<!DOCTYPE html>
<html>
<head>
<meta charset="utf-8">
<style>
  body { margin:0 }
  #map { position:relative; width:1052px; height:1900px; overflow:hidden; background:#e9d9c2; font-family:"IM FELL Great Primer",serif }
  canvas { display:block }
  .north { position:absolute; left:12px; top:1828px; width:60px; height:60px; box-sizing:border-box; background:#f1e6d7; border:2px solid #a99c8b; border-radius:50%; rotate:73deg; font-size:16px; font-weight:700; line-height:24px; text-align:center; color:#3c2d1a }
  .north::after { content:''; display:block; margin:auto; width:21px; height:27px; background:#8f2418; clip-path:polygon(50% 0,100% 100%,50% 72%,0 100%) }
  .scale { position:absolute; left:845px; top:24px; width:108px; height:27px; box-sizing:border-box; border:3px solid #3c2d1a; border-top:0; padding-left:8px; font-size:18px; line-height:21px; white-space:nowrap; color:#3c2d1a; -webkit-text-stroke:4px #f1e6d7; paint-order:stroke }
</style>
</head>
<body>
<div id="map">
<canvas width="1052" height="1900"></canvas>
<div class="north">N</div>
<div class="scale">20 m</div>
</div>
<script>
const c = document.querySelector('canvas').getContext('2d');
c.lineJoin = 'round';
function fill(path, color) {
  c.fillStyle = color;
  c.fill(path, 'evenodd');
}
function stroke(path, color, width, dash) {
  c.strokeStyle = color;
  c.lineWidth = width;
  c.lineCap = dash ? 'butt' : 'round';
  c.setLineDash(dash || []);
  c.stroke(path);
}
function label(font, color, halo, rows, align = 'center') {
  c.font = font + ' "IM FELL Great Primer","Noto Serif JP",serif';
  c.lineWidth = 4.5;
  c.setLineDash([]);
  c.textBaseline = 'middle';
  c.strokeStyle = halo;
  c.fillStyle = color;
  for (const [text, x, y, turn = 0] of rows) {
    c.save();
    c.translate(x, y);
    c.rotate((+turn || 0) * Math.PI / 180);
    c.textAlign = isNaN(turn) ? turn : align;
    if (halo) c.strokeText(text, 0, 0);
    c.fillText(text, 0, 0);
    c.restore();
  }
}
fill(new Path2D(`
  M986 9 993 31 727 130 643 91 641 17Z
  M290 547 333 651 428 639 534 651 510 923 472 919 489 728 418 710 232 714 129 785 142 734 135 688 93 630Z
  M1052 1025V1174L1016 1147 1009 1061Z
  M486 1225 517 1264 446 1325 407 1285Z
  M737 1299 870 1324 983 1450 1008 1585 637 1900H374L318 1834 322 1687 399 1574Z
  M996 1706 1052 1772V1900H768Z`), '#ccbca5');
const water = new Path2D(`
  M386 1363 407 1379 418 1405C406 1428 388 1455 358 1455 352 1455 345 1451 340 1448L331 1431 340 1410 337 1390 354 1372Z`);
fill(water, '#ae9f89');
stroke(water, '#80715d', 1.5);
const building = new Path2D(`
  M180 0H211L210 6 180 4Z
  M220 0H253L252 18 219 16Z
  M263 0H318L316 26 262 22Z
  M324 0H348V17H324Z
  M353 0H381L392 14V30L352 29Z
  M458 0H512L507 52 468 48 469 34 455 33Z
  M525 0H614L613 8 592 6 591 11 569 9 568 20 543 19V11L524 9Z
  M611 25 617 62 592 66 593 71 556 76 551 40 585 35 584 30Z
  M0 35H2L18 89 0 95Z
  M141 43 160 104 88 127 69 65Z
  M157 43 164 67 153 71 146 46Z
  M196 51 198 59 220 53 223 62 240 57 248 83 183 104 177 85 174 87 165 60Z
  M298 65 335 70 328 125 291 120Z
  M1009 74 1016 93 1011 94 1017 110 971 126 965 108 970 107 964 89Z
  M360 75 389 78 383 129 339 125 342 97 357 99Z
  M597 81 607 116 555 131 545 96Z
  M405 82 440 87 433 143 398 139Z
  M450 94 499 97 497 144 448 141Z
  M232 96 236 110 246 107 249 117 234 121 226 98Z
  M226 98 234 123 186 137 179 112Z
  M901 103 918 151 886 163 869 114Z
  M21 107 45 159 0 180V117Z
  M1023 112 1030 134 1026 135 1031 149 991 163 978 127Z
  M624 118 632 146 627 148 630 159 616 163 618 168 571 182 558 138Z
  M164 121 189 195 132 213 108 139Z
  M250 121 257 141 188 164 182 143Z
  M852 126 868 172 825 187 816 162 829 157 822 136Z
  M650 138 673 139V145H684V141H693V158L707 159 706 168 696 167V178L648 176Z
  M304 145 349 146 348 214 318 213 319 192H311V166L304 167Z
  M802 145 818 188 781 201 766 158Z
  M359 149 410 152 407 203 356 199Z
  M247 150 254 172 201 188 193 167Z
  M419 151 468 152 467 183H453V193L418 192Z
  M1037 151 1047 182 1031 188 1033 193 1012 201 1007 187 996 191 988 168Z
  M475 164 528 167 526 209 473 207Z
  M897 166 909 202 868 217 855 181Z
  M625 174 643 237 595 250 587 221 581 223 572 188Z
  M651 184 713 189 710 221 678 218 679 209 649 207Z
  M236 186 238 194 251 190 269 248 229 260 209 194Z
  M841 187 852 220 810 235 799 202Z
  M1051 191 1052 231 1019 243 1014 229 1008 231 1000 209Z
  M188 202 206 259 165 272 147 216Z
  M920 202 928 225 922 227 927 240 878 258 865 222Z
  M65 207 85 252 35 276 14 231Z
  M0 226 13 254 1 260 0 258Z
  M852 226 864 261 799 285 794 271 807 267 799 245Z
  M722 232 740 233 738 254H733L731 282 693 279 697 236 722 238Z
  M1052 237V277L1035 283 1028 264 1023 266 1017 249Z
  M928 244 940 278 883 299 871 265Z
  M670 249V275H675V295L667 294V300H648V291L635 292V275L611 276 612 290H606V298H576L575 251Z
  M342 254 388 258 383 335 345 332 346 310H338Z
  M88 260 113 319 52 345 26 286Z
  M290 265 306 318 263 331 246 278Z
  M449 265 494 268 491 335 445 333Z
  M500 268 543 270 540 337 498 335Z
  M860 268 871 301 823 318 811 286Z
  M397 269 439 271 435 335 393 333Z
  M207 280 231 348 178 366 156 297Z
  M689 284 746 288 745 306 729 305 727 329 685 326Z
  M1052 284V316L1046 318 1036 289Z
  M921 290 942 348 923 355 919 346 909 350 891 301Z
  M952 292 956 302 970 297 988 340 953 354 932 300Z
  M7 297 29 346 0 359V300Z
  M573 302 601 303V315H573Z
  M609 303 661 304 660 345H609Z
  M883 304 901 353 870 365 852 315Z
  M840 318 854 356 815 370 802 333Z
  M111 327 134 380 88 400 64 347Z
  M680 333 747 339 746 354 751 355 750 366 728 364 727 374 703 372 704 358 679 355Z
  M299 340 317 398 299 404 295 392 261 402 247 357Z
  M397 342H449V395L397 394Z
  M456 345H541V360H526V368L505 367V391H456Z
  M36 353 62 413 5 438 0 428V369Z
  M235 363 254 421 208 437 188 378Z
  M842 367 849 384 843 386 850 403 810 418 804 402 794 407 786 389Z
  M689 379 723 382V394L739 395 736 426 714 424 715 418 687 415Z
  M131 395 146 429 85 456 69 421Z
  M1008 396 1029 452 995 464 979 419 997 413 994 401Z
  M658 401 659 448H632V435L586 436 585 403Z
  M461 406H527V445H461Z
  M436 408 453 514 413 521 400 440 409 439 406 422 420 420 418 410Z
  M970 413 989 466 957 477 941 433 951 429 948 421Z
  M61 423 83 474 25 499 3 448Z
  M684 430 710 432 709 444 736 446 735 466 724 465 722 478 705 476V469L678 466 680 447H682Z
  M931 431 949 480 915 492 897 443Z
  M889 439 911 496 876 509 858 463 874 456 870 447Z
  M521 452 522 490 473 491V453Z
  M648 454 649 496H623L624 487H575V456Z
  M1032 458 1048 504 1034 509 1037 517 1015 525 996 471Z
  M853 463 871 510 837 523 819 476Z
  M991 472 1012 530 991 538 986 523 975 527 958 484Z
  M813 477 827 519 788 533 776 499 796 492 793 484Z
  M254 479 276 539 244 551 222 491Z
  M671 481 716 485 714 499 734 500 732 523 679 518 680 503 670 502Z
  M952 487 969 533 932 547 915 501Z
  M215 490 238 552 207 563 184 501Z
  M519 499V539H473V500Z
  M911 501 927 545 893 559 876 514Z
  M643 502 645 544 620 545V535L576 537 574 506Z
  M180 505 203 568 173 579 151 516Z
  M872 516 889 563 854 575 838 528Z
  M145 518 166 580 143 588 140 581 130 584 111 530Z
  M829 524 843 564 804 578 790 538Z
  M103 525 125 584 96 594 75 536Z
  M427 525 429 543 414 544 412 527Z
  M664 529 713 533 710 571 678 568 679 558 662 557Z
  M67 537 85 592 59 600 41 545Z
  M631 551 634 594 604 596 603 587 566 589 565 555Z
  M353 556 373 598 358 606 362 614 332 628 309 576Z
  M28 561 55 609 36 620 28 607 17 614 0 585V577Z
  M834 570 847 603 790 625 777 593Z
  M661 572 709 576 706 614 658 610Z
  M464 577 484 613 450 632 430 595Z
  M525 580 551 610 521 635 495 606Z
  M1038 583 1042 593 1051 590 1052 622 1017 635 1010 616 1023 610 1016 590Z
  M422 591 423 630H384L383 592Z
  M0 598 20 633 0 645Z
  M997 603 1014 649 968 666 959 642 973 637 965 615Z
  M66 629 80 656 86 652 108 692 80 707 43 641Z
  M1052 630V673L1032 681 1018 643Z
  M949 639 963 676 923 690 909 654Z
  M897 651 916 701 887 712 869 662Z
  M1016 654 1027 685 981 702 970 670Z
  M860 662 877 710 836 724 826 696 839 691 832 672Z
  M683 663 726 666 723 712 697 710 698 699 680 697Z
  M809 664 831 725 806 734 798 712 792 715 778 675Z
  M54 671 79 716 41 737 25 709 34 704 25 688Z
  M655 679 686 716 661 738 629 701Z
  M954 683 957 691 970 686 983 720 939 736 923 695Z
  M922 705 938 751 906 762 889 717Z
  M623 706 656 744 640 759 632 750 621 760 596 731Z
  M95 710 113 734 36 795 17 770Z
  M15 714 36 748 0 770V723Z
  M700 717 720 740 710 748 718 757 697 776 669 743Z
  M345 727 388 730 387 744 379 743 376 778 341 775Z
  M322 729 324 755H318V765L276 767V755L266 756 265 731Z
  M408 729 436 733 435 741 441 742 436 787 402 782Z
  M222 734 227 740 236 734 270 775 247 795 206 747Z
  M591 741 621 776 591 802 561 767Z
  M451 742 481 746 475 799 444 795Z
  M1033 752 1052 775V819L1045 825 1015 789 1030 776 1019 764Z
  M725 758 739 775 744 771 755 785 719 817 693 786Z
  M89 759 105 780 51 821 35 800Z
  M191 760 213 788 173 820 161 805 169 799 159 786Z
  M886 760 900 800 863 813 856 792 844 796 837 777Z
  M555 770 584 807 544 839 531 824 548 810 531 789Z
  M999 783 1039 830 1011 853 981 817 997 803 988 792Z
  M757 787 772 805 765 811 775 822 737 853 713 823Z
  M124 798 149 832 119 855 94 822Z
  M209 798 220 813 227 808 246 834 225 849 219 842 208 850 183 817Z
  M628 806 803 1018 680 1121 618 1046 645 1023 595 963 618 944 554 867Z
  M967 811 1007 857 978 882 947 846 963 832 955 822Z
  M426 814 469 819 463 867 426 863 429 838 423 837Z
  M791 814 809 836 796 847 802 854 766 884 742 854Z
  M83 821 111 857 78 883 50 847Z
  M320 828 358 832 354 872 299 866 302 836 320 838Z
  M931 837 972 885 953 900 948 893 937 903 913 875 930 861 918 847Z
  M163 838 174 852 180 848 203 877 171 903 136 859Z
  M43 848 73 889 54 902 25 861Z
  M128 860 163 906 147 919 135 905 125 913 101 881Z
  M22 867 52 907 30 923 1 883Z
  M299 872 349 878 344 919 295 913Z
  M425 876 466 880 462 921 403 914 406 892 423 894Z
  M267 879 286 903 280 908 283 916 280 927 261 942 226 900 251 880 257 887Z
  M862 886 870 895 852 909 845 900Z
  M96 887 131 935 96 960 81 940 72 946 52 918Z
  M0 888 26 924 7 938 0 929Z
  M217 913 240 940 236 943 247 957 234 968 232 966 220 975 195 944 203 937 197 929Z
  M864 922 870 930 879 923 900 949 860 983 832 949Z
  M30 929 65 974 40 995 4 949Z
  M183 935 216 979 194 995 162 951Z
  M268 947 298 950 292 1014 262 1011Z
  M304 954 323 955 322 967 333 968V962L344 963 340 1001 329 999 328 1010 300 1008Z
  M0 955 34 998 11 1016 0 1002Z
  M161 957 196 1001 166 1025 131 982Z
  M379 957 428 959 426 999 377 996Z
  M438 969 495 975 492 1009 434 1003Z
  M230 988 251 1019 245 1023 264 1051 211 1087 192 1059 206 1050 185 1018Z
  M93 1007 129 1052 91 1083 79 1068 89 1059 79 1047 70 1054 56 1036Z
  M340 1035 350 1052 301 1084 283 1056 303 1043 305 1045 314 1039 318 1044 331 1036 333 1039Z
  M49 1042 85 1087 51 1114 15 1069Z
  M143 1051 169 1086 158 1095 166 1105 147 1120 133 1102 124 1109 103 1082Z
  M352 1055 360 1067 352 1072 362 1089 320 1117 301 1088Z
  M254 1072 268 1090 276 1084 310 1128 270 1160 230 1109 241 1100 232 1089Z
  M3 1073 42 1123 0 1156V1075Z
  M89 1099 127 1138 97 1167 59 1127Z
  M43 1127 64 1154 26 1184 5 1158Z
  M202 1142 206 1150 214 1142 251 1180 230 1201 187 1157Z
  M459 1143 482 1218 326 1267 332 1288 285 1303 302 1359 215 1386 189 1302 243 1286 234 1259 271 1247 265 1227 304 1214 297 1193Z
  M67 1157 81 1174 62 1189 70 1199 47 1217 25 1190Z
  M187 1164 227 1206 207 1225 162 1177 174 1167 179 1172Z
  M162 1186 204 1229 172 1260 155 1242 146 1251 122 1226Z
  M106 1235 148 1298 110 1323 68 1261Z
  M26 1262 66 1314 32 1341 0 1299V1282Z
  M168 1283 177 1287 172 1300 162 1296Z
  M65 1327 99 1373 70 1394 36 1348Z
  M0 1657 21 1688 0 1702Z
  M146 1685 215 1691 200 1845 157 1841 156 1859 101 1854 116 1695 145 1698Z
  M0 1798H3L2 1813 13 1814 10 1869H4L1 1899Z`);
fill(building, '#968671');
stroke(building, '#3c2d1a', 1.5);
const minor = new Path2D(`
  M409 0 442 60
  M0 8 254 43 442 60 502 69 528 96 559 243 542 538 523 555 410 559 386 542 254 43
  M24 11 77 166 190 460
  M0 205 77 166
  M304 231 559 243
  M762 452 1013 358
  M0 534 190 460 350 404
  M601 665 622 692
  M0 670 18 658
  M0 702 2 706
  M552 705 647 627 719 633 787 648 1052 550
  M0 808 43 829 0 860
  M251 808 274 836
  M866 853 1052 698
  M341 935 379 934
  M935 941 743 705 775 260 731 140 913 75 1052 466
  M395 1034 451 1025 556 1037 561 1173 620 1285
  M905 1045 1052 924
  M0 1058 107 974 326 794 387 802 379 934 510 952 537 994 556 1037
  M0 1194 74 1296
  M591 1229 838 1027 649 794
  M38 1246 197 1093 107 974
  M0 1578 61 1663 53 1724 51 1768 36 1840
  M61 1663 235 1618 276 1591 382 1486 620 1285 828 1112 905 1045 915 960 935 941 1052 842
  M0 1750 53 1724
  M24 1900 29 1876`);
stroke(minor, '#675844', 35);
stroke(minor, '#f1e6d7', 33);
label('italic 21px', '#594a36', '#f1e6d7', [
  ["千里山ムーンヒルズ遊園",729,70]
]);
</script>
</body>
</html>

* * *

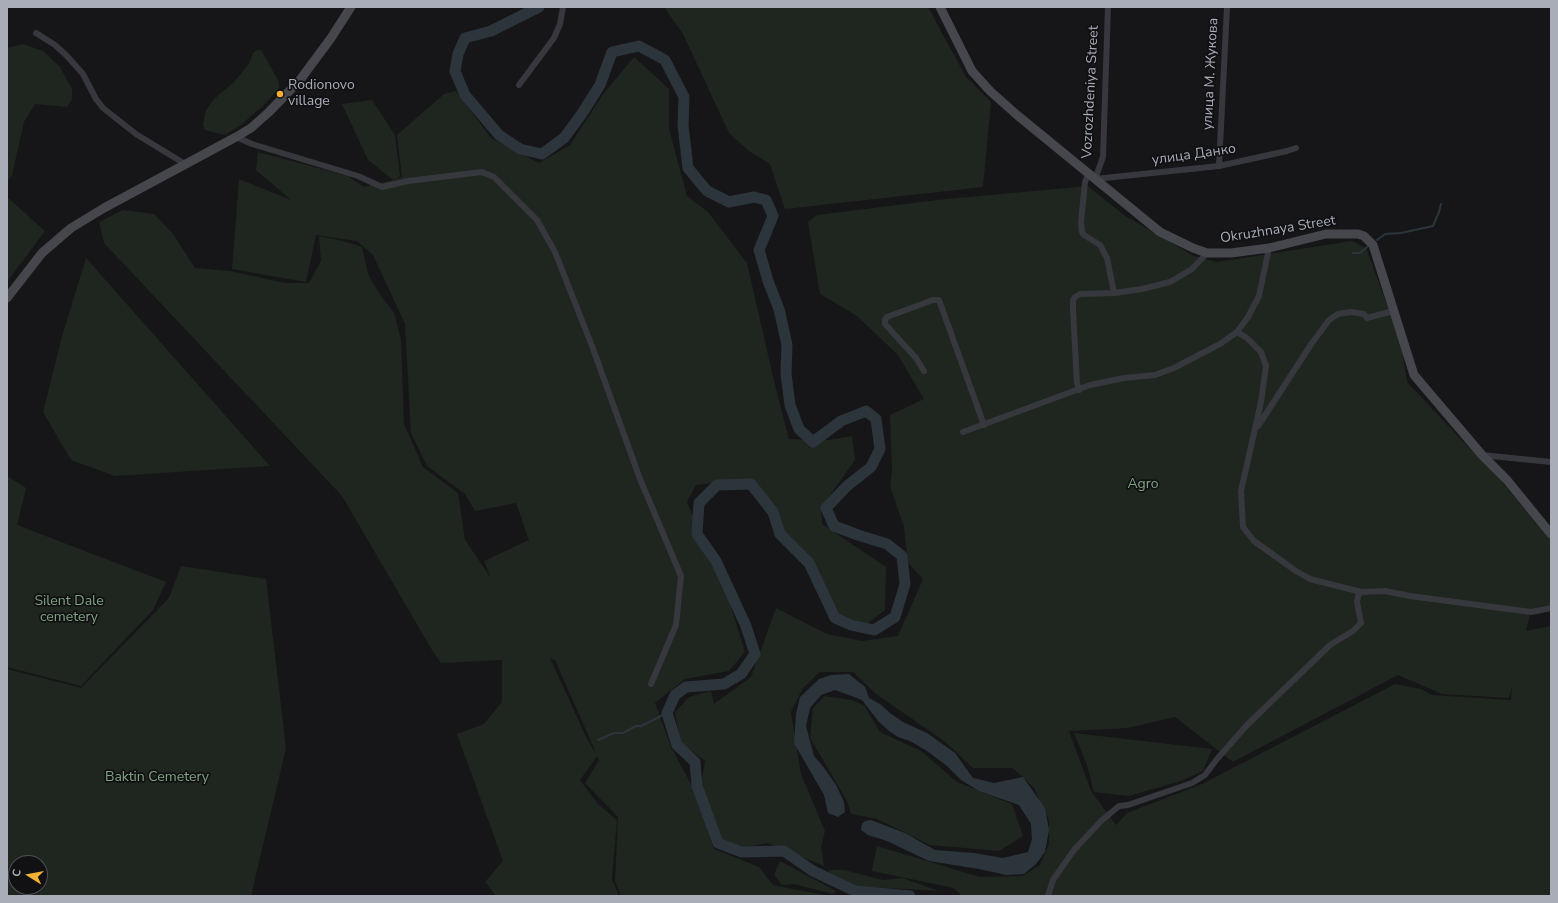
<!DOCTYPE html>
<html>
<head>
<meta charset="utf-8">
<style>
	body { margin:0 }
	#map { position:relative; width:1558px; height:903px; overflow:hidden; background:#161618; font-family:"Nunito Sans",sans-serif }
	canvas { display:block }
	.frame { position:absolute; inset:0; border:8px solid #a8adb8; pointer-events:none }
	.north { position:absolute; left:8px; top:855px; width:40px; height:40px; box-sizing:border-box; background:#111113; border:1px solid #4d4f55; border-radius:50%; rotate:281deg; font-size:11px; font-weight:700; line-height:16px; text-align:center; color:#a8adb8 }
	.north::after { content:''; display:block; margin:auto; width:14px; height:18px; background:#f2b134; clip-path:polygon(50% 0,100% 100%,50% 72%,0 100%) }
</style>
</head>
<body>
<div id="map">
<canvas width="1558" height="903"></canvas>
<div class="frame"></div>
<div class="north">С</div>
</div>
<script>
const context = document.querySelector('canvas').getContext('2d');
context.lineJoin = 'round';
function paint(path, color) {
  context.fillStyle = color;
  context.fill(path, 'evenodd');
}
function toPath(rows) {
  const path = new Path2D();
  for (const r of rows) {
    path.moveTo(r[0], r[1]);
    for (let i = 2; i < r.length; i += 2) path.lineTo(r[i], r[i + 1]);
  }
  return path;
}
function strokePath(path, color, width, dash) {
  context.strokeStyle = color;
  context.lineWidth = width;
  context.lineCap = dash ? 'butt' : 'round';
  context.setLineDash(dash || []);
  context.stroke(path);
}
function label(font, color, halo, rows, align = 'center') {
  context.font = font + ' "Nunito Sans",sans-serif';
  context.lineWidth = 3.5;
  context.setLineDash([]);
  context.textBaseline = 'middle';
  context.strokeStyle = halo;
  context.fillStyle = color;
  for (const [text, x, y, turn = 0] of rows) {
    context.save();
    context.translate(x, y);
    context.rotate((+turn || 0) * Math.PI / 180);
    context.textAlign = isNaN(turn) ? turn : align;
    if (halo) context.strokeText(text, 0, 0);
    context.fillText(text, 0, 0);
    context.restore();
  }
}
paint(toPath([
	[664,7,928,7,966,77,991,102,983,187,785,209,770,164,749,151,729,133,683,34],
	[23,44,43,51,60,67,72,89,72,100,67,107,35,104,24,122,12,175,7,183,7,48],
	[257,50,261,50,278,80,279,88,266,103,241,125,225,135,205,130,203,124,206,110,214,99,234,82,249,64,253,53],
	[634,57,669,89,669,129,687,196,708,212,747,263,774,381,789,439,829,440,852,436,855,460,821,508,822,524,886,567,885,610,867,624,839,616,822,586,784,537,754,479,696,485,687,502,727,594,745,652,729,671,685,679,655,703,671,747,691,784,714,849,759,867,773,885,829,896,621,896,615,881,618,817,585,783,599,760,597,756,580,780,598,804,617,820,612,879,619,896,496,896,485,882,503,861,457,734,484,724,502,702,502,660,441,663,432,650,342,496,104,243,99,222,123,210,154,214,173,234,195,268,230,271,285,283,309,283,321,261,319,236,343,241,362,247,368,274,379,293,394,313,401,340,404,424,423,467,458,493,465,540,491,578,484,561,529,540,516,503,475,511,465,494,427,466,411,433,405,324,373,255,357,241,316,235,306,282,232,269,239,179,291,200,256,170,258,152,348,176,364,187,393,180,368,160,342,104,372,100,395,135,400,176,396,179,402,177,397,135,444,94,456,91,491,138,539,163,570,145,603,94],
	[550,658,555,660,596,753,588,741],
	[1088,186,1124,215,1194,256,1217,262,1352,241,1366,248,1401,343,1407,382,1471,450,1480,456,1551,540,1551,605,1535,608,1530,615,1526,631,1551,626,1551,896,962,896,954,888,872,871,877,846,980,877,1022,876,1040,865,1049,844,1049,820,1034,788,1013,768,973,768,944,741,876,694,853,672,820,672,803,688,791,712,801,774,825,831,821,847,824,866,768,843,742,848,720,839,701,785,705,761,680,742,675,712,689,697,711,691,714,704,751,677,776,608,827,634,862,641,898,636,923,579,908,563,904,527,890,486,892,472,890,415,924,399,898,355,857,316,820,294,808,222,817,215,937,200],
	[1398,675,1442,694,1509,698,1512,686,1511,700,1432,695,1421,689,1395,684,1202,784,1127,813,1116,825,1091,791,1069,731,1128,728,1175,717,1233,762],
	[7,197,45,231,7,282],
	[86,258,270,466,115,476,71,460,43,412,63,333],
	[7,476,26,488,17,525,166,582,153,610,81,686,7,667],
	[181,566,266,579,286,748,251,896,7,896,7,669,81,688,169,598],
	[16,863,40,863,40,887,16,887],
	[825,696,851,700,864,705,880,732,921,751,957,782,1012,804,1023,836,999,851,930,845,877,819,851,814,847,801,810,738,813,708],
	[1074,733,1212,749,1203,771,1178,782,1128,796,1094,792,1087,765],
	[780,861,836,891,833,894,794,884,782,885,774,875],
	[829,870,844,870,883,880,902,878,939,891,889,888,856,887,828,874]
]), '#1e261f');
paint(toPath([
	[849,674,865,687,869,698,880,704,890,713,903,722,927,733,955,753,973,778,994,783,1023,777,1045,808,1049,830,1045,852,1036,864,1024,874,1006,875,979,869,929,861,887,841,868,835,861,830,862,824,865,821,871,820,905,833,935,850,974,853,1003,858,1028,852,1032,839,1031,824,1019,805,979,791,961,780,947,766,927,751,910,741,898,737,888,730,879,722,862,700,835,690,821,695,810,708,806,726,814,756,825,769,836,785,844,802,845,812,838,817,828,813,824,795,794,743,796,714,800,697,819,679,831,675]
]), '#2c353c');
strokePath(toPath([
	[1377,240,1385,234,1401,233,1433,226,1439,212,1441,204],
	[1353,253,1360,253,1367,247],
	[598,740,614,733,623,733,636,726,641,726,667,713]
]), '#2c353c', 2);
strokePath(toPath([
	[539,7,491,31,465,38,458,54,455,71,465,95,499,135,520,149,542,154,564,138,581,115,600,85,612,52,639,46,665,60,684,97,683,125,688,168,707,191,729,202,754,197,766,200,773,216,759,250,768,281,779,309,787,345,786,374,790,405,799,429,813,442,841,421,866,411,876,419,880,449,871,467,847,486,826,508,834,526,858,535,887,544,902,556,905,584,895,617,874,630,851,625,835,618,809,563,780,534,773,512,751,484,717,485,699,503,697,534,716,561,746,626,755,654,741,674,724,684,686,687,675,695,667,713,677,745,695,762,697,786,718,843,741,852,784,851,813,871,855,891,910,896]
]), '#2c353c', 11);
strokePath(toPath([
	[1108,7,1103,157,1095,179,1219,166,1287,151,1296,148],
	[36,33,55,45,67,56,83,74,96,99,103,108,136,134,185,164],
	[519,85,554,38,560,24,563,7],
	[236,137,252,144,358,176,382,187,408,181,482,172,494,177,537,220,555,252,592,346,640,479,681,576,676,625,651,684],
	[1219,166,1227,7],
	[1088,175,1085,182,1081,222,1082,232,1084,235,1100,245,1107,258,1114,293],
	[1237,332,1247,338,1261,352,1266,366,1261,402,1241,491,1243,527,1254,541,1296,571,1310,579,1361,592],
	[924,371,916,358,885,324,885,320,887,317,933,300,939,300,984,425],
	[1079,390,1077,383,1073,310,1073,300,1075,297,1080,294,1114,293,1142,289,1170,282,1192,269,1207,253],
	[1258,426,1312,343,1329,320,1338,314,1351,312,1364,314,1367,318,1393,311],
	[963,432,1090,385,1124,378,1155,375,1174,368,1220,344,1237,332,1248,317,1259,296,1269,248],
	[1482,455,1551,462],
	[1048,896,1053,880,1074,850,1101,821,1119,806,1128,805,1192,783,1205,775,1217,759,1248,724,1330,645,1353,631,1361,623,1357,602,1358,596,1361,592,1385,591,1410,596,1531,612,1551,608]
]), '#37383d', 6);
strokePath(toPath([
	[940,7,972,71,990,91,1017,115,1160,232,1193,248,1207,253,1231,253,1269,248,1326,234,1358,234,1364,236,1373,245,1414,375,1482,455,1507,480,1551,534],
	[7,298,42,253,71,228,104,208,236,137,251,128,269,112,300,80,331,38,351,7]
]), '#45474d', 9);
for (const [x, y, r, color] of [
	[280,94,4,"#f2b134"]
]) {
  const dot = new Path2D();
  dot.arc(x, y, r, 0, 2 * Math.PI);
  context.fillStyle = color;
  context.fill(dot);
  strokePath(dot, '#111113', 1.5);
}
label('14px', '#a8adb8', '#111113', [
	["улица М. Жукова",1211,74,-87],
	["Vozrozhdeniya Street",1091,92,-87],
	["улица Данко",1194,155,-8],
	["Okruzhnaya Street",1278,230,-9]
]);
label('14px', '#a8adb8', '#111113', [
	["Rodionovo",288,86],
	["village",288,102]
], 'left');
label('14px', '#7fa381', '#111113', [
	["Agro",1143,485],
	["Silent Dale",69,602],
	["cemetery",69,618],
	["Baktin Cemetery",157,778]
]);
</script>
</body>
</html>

• **EXERCISE REQUIREMENTS**
Which lines run from the one holding "context.strokeStyle = color;" through the one holding "context.save();" in the records above? Repeat them exactly, both included, and nothing more.

• **WRITTEN RESPONSE**
  context.strokeStyle = color;
  context.lineWidth = width;
  context.lineCap = dash ? 'butt' : 'round';
  context.setLineDash(dash || []);
  context.stroke(path);
}
function label(font, color, halo, rows, align = 'center') {
  context.font = font + ' "Nunito Sans",sans-serif';
  context.lineWidth = 3.5;
  context.setLineDash([]);
  context.textBaseline = 'middle';
  context.strokeStyle = halo;
  context.fillStyle = color;
  for (const [text, x, y, turn = 0] of rows) {
    context.save();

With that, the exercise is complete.